The six-part series reveals new claims about the exploitation of Aaliyah and features moving testimony from people who knew R. Kelly firsthand.
Celebrities have been wathign along with the rest of us, and many of them are speaking out.
Dream Hampton is one of the executive producers of Surviving R. Kelly.
She explained to the Detroit Free Press that getting other celebrities to speak about the predatory accusations against R. Kelly was "incredibly difficult."
"We asked Lady Gaga. We asked Erykah Badu. We asked Celine Dion. We asked Jay-Z. We asked Dave Chappelle," Hampton noted.
Hampton added, for contaxt, that these were all: " people who have been critical of him."
"That," Hampton concluded. "Makes John Legend even more of a hero for me."
Where others were afraid to discuss R. Kelly's alleged preying on minors and abusive sex cult, John Legend participated in the documentary.
"We should all thank my friend @dreamhampton for her very necessary work to create #SurvivingRKelly," Legend tweeted.
"These survivors deserved to be lifted up and heard," Legend affirmed. "I hope it gets them closer to some kind of justice."
"To everyone telling me how courageous I am for appearing in the doc, it didn't feel risky at all," Legend wrote in another tweet.
Legend continued: "I believe these women and don't give a f--k about protecting a serial child rapist. Easy decision."
There are so many terrible people in this world. John Legend is not one of them.
"Also I'm happy to support the work of people like my friends at @ALongWalkHome," Legend added.
He concluded: "Who have been speaking out on behalf of the survivors for a long time."
Jada Pinkett Smith shared that she watched the documentary with her 18-year-old daughter.
"I just watched this with my daughter Willow," Jada shared on Instagram, referring to Surviving R. Kelly.
"It was tough to watch but deeply important," she admitted. "It brought up A LOT for us both."
"Mothers and fathers ... it’s tough content," Jada warned her followers who are parents themselves.
"But," she continued. "it’s important we have conversations with both our daughters and sons around the many issues in this docuseries."
"It’s well done and makes it clear that we gotta do better ... in so many ways," she concluded.
Meek Mill took to Twitter to openly question why in the world R. Kelly is still a free man.
"It don’t take a rocket scientist to see what was going on," Mill wrote. "What I’m tryna figure out why did they let it go on soooooo long!"
Actress Kerry Washington tweeted her very succinct thoughts.
"#SurvivingRKelly is the #1 trending topic on @twitter," she noted. "Amen. Speaking truth to power."

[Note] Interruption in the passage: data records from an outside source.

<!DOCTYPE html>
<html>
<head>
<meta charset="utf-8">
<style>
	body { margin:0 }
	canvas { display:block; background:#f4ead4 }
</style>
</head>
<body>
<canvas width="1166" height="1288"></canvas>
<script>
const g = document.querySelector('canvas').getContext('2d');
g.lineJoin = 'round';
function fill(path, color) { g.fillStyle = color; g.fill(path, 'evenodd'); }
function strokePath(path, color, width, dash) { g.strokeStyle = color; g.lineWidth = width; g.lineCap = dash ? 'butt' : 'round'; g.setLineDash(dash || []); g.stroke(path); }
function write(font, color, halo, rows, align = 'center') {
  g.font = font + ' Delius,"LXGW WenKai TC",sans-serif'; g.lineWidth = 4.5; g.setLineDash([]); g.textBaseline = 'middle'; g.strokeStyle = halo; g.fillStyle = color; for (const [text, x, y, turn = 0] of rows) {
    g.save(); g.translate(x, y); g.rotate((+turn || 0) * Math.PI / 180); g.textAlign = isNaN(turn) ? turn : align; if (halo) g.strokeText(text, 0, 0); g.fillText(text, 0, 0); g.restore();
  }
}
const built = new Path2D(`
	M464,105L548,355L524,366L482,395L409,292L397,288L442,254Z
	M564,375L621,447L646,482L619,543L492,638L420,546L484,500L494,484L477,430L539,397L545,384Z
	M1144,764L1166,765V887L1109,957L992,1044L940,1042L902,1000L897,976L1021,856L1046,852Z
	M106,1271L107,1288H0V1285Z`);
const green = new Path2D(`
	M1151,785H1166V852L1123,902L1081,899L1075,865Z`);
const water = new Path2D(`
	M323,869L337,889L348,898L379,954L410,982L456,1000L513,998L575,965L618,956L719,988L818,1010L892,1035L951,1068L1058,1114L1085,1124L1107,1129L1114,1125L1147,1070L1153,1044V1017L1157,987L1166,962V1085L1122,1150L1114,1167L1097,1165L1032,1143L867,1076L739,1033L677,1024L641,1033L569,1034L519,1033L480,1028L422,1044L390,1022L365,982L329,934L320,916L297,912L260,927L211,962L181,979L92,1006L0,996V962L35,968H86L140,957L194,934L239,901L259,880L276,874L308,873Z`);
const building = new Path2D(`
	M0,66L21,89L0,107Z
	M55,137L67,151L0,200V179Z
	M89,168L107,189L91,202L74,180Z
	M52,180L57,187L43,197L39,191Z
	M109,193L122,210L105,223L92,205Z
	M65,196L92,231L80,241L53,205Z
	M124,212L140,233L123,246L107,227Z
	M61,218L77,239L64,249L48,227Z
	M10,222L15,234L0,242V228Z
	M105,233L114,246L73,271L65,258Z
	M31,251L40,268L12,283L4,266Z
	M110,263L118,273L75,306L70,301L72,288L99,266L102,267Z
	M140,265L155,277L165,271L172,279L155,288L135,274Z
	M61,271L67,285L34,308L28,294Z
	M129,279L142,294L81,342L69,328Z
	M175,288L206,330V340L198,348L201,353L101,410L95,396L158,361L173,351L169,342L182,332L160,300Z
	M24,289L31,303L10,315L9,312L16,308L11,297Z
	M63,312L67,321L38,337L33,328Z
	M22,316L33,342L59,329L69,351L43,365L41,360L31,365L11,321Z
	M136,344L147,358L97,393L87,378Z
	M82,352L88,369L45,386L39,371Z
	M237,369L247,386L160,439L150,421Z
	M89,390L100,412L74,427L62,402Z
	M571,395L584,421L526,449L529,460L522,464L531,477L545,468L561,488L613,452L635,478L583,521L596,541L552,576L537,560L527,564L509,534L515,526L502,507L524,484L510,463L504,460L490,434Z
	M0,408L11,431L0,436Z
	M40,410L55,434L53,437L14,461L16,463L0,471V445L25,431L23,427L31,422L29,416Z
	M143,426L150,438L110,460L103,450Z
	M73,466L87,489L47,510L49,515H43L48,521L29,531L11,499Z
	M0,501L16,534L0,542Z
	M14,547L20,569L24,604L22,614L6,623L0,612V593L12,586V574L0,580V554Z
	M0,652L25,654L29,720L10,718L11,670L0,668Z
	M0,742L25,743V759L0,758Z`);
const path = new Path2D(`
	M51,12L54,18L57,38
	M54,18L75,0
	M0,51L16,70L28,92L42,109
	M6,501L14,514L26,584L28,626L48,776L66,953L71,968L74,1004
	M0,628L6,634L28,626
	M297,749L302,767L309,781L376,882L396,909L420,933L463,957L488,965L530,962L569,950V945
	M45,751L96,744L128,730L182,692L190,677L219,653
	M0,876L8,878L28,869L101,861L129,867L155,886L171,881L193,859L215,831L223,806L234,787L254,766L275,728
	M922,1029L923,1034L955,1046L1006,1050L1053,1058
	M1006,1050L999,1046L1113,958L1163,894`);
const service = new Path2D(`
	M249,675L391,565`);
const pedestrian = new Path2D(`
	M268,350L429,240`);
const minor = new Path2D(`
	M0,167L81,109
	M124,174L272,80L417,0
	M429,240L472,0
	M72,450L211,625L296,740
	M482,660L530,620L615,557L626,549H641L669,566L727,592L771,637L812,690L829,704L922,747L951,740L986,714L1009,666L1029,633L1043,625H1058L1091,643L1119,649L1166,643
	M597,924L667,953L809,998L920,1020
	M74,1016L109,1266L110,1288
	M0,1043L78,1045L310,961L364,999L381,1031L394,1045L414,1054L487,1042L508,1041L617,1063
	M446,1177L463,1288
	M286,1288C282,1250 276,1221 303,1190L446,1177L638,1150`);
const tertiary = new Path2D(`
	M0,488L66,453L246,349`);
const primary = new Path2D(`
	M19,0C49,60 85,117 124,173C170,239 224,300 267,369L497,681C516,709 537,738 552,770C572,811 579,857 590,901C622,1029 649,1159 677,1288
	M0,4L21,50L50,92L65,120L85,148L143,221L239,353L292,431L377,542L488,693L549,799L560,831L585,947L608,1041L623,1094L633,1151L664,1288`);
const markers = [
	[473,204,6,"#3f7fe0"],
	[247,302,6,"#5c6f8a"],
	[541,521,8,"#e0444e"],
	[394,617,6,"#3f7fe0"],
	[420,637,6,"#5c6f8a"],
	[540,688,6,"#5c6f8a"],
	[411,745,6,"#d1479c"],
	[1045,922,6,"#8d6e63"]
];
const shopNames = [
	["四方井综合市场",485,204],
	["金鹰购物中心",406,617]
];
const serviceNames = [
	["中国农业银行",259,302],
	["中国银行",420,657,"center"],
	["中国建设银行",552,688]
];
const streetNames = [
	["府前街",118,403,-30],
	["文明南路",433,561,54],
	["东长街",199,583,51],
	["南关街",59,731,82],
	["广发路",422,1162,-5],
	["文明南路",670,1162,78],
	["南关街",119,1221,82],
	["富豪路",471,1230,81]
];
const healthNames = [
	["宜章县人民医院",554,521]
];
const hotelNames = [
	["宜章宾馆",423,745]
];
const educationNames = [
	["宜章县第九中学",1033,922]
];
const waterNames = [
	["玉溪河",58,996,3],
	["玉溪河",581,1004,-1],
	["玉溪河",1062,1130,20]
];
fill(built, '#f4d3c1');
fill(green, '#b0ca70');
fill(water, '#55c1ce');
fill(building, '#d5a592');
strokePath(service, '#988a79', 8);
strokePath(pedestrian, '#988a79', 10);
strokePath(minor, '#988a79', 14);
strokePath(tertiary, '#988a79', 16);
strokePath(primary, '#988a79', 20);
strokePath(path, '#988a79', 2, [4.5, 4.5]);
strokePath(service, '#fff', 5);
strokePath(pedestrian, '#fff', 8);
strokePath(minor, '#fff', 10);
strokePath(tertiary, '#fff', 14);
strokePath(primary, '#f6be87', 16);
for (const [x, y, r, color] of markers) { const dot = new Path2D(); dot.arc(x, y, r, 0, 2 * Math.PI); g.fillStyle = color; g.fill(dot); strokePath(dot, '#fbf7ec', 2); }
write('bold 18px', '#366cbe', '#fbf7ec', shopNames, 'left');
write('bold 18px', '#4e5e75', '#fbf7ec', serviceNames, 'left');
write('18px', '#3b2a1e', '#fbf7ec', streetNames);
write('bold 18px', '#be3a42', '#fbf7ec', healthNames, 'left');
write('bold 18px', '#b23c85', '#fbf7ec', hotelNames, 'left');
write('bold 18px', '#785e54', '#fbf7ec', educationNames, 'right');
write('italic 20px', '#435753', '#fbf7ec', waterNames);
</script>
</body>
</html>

That last line is important.
Some of R. Kelly's most ardent defenders have alleged that the accusations are a racist conspiracy.
It's important to remember that Kelly's accusers are young black women, and that Kelly himself is the "power" in this situation.
Even if you don't follow her work, you may remember journalist Jemele Hill's suspension by ESPN over discussing a boycott of the Dallas Cowboys.
She, too, spoke about the docuseries.
"People need to understand that abusers are charming, persuasive, manipulative and savvy," Jemele warned.
"These are not people in dark alleys, or white vans," she notes. "You go to church, and school with them."
"They are people you think are so upstanding #SurvivingRKelly," she concluded.
In recent decades, there was so much focus on stranger danger that many seemed to forget that the real danger could be family friend, a religious leader, or a celebrity.
Chance the Rapper collaborated with R. Kelly as recently as 2015, and he took the opportunity to apologize for that.
"The truth is, any of us who ever ignored the R Kelly stories," Chance's tweet began.
He continued "or ever believed he was being setup/attacked by the system (as black men often are) were doing so at the detriment of black women and girls."
It is important to note that black women are targets of misogyny and also of racism. They experience the worst of both worlds.
"I apologize to all of his survivors for working with him," Chance stated clearly. "And for taking this long to speak out."
Some continue to defend R. Kelly, but we hope that this documentary opens a lot more eyes.